Go through the data and report how many lines include the word "stream", giving only the number.

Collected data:
========

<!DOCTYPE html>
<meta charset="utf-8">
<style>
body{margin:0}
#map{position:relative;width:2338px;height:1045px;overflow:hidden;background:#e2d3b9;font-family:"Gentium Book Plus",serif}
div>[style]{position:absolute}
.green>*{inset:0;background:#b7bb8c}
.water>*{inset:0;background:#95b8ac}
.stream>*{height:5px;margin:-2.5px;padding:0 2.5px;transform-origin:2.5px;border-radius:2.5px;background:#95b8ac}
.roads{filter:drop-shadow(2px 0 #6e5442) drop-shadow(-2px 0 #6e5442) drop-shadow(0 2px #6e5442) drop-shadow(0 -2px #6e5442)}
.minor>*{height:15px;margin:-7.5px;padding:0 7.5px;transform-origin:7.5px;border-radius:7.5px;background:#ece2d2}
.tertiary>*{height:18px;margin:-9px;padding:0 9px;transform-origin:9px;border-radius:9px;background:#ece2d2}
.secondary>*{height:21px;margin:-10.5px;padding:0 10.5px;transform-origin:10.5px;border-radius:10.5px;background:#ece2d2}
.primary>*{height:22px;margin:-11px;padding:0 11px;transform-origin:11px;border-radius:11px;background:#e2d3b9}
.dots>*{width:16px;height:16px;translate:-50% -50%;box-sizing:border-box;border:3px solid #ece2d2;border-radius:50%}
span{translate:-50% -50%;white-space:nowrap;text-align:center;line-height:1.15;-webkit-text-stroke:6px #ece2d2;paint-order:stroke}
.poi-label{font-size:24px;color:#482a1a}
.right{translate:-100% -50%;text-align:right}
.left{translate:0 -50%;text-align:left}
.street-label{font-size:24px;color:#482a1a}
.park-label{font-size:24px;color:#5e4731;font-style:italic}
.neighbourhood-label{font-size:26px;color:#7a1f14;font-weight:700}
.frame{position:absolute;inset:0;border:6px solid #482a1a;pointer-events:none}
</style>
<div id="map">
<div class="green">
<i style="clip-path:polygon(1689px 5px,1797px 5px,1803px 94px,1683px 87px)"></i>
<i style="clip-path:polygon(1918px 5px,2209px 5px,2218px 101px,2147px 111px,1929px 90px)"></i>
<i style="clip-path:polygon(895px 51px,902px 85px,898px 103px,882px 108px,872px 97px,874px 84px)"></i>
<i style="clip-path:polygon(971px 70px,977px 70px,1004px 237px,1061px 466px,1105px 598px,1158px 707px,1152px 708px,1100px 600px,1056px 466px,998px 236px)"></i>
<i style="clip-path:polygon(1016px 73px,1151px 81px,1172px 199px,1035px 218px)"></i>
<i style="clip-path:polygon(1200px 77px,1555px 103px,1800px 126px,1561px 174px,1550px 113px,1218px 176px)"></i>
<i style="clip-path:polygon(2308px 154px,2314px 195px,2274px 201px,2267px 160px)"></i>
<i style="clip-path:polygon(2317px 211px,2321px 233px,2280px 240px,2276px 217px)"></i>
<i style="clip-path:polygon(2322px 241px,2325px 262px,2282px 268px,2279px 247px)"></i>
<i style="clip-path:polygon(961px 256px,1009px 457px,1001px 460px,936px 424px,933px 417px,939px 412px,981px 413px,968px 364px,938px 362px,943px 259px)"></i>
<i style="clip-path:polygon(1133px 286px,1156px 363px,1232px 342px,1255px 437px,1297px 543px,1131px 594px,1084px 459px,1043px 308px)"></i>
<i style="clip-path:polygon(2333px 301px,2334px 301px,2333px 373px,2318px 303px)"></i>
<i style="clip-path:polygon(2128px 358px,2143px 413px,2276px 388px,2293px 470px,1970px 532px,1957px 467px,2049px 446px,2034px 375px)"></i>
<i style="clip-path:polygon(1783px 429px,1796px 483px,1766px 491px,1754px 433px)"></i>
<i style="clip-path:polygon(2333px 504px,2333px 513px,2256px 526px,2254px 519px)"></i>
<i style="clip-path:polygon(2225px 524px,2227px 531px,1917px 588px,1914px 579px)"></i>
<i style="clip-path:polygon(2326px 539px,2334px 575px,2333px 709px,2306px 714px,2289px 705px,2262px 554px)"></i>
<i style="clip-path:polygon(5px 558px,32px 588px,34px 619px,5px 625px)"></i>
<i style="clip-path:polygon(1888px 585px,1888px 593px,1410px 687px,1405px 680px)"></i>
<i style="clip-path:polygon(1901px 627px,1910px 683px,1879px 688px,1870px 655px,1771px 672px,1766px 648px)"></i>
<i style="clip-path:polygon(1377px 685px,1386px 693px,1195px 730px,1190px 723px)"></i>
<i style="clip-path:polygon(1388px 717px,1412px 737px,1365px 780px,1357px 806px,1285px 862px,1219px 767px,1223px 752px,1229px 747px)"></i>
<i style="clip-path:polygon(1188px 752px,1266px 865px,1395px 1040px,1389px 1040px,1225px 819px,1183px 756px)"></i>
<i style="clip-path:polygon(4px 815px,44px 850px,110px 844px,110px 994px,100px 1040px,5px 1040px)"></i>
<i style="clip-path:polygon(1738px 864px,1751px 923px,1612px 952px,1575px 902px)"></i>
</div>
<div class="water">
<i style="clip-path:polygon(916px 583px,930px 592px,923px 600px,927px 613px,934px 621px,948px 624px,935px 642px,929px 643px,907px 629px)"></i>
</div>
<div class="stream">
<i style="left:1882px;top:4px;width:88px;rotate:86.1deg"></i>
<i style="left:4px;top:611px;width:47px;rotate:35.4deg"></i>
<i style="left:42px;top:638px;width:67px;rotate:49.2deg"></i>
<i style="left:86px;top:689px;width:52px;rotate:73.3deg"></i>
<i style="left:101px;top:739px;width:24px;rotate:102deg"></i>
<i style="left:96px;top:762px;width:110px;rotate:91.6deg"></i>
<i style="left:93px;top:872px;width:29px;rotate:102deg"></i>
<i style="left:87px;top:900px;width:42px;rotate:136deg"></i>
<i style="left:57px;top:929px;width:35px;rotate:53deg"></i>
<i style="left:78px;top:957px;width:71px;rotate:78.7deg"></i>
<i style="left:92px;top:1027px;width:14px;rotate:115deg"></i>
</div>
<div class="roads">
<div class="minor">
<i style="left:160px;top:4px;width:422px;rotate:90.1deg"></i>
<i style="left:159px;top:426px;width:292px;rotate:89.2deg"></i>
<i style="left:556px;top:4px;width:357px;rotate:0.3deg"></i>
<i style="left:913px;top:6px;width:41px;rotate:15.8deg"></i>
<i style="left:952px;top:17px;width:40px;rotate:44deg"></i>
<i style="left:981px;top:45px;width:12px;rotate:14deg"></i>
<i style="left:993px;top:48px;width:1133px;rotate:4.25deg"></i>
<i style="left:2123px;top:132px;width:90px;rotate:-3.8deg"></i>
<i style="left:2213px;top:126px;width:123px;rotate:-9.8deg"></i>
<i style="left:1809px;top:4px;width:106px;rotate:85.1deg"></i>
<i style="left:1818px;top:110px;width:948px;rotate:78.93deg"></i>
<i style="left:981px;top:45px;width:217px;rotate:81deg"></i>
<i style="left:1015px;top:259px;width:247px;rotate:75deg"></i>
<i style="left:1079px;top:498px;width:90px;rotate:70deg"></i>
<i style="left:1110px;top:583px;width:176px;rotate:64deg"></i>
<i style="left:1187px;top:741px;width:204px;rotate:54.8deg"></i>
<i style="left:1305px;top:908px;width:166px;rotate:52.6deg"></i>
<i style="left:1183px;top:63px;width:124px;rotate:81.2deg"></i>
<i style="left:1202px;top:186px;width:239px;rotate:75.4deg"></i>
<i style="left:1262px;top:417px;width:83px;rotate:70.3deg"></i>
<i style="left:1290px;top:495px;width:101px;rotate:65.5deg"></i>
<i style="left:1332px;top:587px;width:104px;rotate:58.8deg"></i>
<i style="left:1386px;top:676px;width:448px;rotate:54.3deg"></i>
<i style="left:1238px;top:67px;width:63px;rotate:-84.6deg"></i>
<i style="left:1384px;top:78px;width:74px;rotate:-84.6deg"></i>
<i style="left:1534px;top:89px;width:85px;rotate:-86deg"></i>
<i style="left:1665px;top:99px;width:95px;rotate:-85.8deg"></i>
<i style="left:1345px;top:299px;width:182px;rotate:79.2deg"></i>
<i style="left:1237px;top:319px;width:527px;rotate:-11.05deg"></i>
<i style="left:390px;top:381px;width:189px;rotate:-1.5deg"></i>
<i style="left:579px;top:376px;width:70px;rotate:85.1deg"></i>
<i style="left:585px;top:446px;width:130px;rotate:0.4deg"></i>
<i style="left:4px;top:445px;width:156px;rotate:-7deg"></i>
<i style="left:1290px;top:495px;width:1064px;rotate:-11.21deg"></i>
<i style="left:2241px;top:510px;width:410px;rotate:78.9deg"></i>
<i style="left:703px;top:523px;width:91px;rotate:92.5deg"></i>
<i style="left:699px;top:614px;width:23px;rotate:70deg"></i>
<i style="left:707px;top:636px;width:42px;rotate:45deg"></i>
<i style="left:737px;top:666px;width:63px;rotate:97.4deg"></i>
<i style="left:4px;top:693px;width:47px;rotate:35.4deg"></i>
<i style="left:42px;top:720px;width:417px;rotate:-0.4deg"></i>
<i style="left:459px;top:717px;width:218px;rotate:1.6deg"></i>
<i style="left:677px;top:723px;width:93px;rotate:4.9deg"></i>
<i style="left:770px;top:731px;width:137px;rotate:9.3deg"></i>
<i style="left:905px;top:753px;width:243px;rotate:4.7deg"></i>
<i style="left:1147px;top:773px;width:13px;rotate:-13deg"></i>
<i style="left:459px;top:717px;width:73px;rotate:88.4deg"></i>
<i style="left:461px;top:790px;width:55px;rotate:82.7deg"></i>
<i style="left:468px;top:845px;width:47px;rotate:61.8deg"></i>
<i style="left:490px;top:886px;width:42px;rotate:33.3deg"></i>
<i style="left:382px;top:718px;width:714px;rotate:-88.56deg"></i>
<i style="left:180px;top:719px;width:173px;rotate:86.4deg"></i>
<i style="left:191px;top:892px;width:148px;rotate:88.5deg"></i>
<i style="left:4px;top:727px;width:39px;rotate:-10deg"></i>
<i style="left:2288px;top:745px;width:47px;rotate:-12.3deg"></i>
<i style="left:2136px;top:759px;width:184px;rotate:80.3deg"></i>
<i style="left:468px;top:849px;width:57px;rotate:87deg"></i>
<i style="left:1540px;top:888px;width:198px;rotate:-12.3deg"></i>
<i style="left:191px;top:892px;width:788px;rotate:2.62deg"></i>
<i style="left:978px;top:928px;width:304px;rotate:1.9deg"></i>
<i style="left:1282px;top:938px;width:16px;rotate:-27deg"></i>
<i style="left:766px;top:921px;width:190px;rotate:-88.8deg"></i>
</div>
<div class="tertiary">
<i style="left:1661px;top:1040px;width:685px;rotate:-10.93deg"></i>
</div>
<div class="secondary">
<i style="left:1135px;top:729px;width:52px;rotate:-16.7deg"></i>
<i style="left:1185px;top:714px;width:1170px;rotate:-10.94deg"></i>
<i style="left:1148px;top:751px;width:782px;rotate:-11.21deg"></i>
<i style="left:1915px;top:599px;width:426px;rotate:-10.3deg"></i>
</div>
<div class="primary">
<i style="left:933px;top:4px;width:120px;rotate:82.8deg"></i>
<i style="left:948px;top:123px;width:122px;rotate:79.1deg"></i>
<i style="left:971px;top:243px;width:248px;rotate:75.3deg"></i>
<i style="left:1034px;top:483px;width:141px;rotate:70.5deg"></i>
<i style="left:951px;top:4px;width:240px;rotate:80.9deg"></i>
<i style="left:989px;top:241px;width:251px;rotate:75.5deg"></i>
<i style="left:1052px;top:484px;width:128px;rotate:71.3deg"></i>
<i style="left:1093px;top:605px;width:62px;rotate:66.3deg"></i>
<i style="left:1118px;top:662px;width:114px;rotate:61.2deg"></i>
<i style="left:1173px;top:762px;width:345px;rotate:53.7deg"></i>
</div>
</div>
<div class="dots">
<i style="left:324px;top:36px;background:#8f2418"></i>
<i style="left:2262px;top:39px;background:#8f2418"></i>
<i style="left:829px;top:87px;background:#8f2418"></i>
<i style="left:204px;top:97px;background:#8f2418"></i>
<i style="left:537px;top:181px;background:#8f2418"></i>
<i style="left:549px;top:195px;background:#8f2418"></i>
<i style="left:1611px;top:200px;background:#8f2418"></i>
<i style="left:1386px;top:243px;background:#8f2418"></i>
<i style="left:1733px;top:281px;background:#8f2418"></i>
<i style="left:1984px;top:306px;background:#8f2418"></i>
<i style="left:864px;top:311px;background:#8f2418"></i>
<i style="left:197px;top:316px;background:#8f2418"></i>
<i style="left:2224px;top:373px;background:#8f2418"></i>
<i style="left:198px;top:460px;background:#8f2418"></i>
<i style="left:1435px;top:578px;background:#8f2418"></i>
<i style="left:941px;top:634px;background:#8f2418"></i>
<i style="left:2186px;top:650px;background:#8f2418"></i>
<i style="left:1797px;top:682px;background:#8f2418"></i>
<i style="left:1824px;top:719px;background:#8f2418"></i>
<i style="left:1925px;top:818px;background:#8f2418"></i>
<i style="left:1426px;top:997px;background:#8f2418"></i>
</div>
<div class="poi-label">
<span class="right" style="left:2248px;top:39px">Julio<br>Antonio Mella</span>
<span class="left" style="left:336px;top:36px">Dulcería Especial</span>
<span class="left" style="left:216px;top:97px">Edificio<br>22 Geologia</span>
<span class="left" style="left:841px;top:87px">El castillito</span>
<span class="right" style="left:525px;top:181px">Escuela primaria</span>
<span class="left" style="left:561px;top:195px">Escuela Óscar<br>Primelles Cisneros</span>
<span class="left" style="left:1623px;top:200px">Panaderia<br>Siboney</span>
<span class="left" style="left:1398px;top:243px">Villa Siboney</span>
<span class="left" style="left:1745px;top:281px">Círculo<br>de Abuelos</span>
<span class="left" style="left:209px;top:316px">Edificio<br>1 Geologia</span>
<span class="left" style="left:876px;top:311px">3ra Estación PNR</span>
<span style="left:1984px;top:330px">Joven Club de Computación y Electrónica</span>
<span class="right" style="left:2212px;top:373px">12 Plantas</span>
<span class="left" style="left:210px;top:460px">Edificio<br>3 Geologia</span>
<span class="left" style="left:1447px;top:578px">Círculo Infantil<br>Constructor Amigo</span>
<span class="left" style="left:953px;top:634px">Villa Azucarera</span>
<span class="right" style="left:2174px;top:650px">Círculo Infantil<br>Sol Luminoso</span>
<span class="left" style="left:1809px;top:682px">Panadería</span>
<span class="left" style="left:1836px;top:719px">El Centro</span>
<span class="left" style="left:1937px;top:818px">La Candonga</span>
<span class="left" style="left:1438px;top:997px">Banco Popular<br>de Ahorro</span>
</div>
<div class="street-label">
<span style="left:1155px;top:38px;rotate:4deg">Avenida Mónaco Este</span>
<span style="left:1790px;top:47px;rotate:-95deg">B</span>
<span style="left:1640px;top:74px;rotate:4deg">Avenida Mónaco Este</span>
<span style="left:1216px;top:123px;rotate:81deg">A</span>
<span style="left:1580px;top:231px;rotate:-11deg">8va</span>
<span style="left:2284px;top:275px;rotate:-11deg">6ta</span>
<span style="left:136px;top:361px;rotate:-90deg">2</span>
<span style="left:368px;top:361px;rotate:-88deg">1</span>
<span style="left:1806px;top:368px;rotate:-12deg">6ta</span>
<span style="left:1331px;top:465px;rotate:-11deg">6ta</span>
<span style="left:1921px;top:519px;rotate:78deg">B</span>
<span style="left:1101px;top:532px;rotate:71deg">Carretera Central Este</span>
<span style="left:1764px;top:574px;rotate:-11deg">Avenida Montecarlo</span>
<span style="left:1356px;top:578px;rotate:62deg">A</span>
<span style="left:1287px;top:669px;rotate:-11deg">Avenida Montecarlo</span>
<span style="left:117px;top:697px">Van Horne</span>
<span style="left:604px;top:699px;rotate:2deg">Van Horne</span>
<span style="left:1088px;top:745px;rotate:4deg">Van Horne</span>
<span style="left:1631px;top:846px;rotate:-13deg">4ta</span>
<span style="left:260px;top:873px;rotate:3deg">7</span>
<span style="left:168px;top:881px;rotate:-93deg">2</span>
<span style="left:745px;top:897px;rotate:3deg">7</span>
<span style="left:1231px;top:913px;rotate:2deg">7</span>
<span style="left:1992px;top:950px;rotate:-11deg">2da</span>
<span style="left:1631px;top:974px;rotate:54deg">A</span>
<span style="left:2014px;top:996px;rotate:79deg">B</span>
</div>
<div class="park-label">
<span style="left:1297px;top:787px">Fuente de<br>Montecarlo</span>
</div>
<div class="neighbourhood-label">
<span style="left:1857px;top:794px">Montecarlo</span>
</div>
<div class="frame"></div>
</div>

========

**TASK SOLUTION:** 2